Six Flags Great Adventure and its partner KDC Solar announced on Jan. 24 that construction would soon start on the project which the New Jersey Sierra Club had originally opposed. The club challenged the park’s initial plans which would have destroyed close to 100 acres of pines forest including high-quality streams for 22 megawatts of solar power.
Sierra Club Director Jeff Tittel said in a prepared statement that “sometimes people think compromising gives away too much but in this case, we came out with a deal that benefits everyone.”
Tittel said that his group was not officially signed onto the settlement. “We support it but are withdrawing from the case because of technical issues. We are part of the original lawsuit, along with other groups such as Clean Water Action, NJ Conservation Foundation, Save Barnegat Bay, Environment New Jersey, and the Crosswicks-Doctors Creek Watershed Association.”
Tittel added that the settlement “is a win for the environment and green energy. We were able to come to an agreement that puts half of the panels on the parking lot and only 40 acres cut down. Part of the agreement means that once those panels are done, the 40 acres is replanted.”
The theme park will also deed restrict 253 acres of open space to make up for the lost acreage, according to the agreement. Six Flags agreed to help the endangered northern pine snake, whose habitat may be disturbed by the project. Besides the 40 acres, the rest of the solar panels will go on a developed parking lot.
“This deal is right for Six Flags and it’s right for us,” Tittel said in the release which also thanked KDC and Great Adventure for resolving the dispute.
Great Adventure stated in its own release that the plan would not only reduce the park’s carbon footprint but would add additional jobs at the park. KDC Solar will use more than 99,000 hours of union labor in constructing this project.
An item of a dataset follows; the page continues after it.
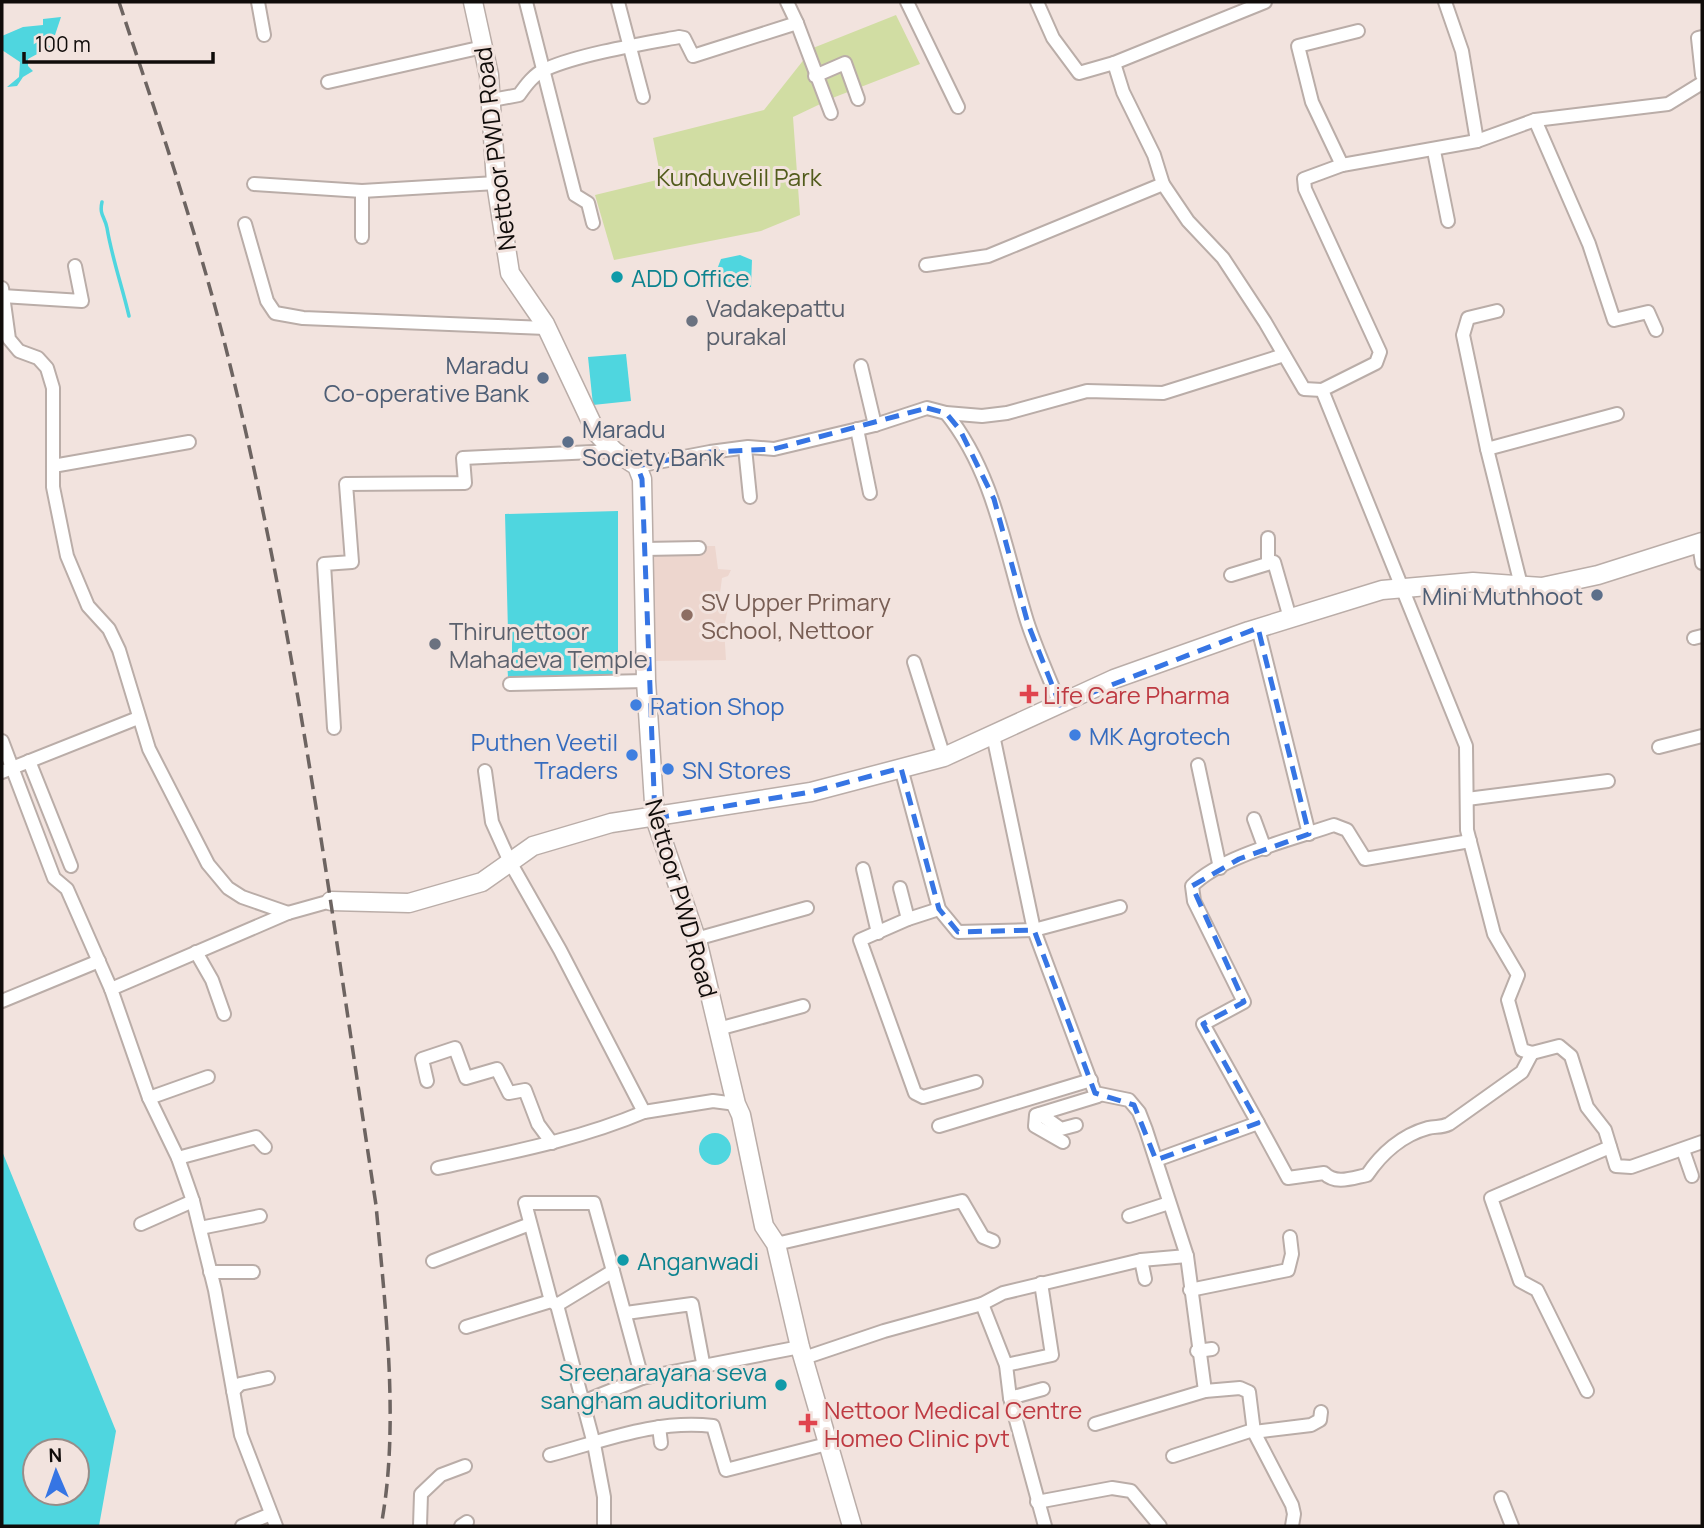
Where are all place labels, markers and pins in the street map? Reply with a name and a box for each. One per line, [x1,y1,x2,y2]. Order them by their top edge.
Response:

The park’s spokeswoman Kristin B Fitzgerald, said in an interview that “This is a massive project, and will provide all of our electricity needs. One question I have been asked in the past is, what happens if the panels don’t generate enough energy – will parts of the park not operate? The solar system will be connected to the grid, and supply energy to the grid while we are not operational and not operating at peak capacity. That means others will be able to utilize the energy generated by our system. When the park is in full operation, the power we generate should be enough to power the entire property. If for some reason it is not at a given time, we will be able to pull the additional power from the grid.”
“This is a proud day for our company. This project represents a giant step toward becoming a net-zero carbon facility,” said Six Flags Great Adventure Park President John Winkler in a prepared statement. “We are pleased that we were able to come to a satisfactory agreement with all parties involved.”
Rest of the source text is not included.